Chapter 630

Bab 630 Reptil

‘Aku lebih kuat dan tangguh darinya, tapi pengalamanku dalam pertempuran semacam ini masih kurang.’

Noah berpikir sambil asap hitam menyelimuti tubuhnya.

Sapi berbulu peringkat 5 itu tahu persis seberapa kuat dirinya dan bagaimana cara mengekspresikan potensi maksimal tubuhnya.

Sebaliknya, itu adalah pertempuran nyata pertama Noah dengan tubuh barunya.

‘Aku mampu melukainya, dan apiku dapat menimbulkan kerusakan. Seharusnya aku bisa menang dalam pertempuran yang panjang, tapi aku tidak bisa menyia-nyiakan kesempatan ini.’

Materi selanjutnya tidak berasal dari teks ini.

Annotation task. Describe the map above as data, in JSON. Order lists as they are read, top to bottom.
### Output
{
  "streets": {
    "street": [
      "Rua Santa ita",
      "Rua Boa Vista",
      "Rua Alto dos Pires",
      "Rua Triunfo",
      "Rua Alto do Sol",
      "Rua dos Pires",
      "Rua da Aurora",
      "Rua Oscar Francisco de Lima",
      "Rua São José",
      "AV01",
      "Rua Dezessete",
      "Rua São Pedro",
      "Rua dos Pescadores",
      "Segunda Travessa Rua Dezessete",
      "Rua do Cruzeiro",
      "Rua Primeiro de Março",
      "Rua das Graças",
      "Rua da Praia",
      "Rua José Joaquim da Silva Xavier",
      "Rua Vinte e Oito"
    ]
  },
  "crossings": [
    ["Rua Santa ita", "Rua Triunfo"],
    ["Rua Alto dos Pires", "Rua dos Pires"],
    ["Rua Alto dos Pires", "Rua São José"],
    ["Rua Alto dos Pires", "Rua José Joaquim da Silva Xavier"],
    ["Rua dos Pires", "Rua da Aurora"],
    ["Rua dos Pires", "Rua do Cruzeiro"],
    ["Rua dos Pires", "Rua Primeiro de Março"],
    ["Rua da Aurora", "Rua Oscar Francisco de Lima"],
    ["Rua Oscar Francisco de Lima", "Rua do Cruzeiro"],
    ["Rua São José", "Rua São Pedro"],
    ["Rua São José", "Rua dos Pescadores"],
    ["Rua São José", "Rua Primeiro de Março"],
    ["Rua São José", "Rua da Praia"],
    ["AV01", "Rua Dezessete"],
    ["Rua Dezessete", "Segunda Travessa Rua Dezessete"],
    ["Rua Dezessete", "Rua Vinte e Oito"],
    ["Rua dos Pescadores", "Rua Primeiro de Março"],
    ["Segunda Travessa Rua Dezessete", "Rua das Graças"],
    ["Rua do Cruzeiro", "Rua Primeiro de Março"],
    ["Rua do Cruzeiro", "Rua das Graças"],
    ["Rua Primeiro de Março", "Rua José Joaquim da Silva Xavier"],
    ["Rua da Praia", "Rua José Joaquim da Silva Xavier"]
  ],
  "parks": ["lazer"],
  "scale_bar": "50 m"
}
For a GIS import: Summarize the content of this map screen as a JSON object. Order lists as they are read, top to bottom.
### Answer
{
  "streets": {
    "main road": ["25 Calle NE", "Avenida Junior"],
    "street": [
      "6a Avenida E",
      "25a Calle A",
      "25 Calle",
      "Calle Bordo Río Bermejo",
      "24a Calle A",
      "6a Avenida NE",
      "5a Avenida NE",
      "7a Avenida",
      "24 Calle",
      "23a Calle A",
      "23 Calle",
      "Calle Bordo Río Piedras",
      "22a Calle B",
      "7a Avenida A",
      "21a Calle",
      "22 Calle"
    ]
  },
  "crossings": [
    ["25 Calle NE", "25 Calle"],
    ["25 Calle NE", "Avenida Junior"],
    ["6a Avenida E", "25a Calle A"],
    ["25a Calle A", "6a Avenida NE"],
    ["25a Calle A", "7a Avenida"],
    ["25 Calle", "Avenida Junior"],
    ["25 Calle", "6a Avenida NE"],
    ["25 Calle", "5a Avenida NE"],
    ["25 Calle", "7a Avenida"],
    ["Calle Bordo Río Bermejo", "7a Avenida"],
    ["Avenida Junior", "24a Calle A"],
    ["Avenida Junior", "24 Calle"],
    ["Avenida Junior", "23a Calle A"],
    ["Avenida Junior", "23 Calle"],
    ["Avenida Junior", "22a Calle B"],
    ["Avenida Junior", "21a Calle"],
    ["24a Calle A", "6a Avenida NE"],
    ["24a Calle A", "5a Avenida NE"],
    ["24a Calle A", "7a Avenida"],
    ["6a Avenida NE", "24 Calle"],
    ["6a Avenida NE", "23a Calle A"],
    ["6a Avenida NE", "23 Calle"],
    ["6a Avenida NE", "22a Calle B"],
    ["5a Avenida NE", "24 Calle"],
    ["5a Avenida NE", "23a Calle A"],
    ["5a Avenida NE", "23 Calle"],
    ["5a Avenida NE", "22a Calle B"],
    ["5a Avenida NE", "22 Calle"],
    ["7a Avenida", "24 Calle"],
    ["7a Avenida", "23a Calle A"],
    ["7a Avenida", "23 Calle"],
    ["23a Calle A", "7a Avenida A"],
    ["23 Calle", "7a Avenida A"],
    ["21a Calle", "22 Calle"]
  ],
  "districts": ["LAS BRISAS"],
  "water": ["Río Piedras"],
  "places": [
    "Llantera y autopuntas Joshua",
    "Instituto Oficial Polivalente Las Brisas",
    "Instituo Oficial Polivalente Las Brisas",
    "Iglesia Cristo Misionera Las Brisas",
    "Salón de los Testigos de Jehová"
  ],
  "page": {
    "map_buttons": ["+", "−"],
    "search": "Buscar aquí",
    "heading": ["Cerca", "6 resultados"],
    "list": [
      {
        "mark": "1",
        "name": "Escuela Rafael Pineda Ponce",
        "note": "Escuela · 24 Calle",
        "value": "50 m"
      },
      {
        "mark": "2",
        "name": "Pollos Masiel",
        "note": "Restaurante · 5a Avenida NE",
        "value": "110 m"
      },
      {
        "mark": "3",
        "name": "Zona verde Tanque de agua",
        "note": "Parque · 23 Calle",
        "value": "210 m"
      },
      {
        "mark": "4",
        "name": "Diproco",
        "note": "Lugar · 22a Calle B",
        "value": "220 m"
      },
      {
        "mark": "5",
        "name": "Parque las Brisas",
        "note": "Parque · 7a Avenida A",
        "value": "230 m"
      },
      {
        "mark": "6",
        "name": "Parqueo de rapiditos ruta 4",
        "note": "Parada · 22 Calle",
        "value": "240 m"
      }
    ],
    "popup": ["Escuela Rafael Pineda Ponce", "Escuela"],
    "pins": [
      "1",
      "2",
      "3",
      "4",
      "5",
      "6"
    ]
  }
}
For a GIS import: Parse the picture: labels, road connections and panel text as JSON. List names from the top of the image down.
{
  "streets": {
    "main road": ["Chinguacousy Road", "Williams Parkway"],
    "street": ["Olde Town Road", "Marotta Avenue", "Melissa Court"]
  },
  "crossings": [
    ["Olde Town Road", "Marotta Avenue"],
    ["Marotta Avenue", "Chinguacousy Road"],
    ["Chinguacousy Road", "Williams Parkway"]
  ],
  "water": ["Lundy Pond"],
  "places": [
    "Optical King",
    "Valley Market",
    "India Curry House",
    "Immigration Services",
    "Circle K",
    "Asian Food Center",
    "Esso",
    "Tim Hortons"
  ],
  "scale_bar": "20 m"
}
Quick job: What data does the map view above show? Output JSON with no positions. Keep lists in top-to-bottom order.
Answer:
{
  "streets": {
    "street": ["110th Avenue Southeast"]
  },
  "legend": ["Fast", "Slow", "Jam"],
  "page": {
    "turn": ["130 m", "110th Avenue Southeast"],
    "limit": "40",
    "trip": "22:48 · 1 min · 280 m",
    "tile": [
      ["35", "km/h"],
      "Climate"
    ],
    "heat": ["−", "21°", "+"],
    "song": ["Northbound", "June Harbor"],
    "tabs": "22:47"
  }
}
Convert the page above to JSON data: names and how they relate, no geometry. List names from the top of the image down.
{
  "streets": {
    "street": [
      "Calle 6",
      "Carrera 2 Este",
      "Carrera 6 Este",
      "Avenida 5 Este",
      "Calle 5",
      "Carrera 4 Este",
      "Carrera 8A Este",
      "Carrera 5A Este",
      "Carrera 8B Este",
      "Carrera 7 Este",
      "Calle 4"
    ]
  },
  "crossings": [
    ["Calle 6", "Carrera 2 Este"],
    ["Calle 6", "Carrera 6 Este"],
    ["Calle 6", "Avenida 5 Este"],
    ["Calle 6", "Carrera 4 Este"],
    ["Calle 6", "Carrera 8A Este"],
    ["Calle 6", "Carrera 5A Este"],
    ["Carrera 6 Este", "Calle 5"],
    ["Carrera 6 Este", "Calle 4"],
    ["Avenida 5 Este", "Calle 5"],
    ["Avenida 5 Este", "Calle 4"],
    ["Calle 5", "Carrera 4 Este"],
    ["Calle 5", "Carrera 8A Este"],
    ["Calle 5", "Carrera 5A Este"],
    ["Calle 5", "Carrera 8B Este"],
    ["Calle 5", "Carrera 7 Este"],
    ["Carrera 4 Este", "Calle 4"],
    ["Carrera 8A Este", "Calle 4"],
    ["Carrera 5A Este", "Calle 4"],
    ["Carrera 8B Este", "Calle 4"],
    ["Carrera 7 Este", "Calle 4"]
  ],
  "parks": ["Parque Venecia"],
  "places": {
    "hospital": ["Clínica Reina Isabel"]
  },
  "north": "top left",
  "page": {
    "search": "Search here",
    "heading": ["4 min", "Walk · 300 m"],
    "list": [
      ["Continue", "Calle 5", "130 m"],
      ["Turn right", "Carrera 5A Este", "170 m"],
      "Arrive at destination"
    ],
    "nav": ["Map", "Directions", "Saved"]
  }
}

Spesies Noah lebih unggul, tetapi dia jauh lebih dari sekadar makhluk ajaib biasa.

Energi yang tersimpan di dalam Dantian Cair menyatu dengan sejumlah besar energi mental untuk mengaktifkan wujud Iblis sepenuhnya.

Tiba-tiba Noah menyadari bahwa sosok jahat yang tercipta akibat mantra itu telah berubah setelah tubuhnya menembus pertahanan musuh.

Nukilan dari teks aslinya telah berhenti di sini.